Assignment:
The answer must consist of every line from the entries that holds the word "Palm".
....................
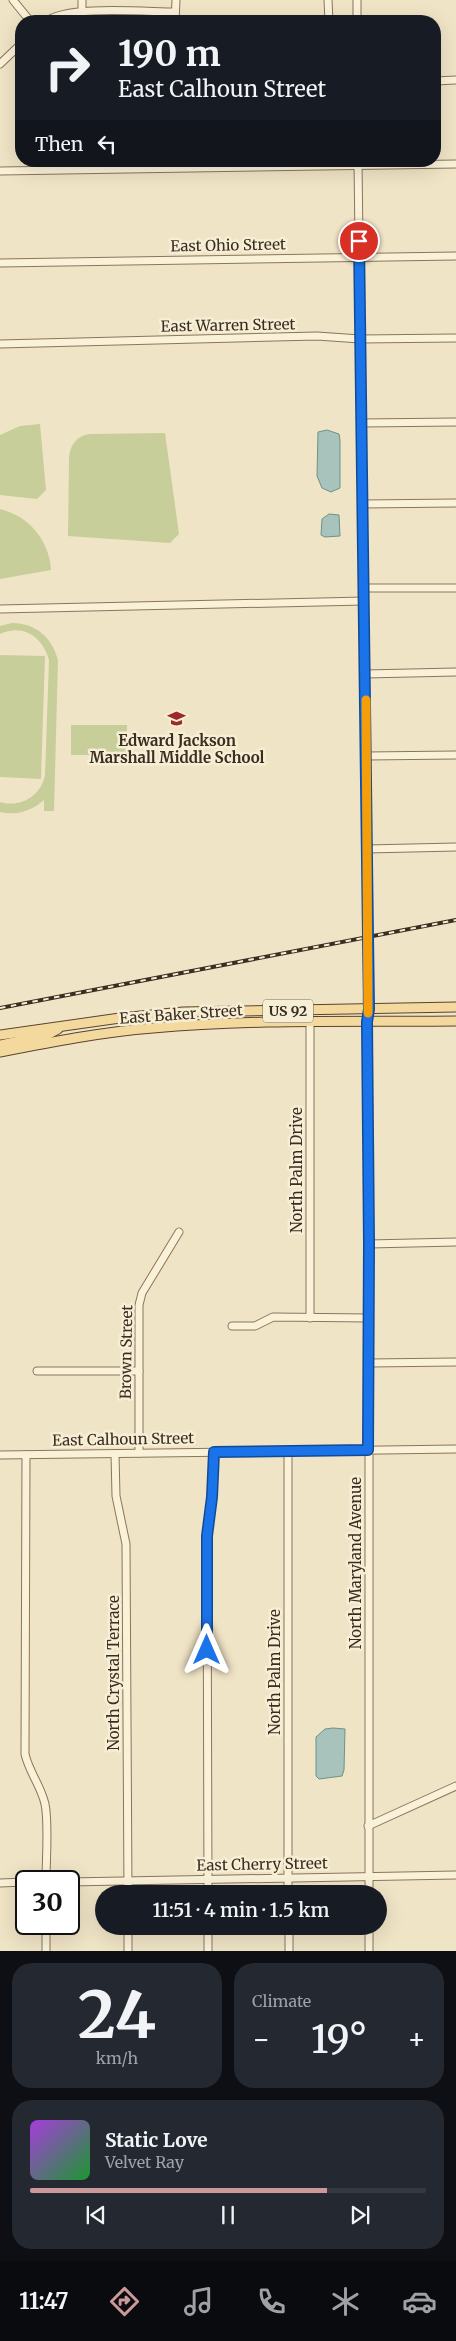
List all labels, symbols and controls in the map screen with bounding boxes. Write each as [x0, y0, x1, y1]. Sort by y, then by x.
text: 190 m [118, 32, 221, 76]
icon: right [35, 35, 100, 100]
text: East Calhoun Street [118, 75, 326, 103]
icon: left [93, 130, 121, 158]
text: Then [35, 132, 83, 156]
pin [338, 220, 380, 262]
icon: arrive [345, 227, 373, 255]
street label: East Ohio Street [170, 234, 286, 256]
street label: East Warren Street [160, 314, 296, 336]
school or university icon: Edward Jackson Marshall Middle School [167, 709, 187, 729]
place label: Edward Jackson Marshall Middle School [89, 731, 265, 767]
road number: US 92 [263, 999, 313, 1022]
street label: East Baker Street [119, 1000, 243, 1028]
street label: North Palm Drive [287, 1107, 306, 1233]
street label: Brown Street [116, 1305, 136, 1399]
street label: East Calhoun Street [52, 1428, 194, 1450]
street label: North Maryland Avenue [346, 1477, 365, 1649]
street label: North Crystal Terrace [104, 1595, 123, 1751]
street label: North Palm Drive [265, 1609, 284, 1735]
position arrow [180, 1623, 232, 1675]
street label: East Cherry Street [196, 1853, 328, 1875]
speed limit sign: 30 [15, 1870, 80, 1935]
text: 11:51 · 4 min · 1.5 km [152, 1898, 330, 1922]
text: 24 [78, 1974, 156, 2056]
text: Climate [252, 1991, 311, 2011]
text: 19° [311, 2016, 367, 2063]
text: − [252, 2021, 271, 2057]
text: + [407, 2021, 426, 2057]
text: km/h [96, 2048, 138, 2068]
text: Static Love [105, 2128, 208, 2152]
text: Velvet Ray [105, 2152, 184, 2172]
icon: previous [82, 2201, 110, 2229]
icon: pause [214, 2201, 242, 2229]
icon: next [346, 2201, 374, 2229]
icon: directions [107, 2284, 142, 2319]
icon: music [181, 2284, 216, 2319]
icon: phone [254, 2284, 289, 2319]
icon: climate [328, 2284, 363, 2319]
icon: car [402, 2284, 437, 2319]
text: 11:47 [19, 2287, 69, 2315]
....................
Response:
street label: North Palm Drive [287, 1107, 306, 1233]
street label: North Palm Drive [265, 1609, 284, 1735]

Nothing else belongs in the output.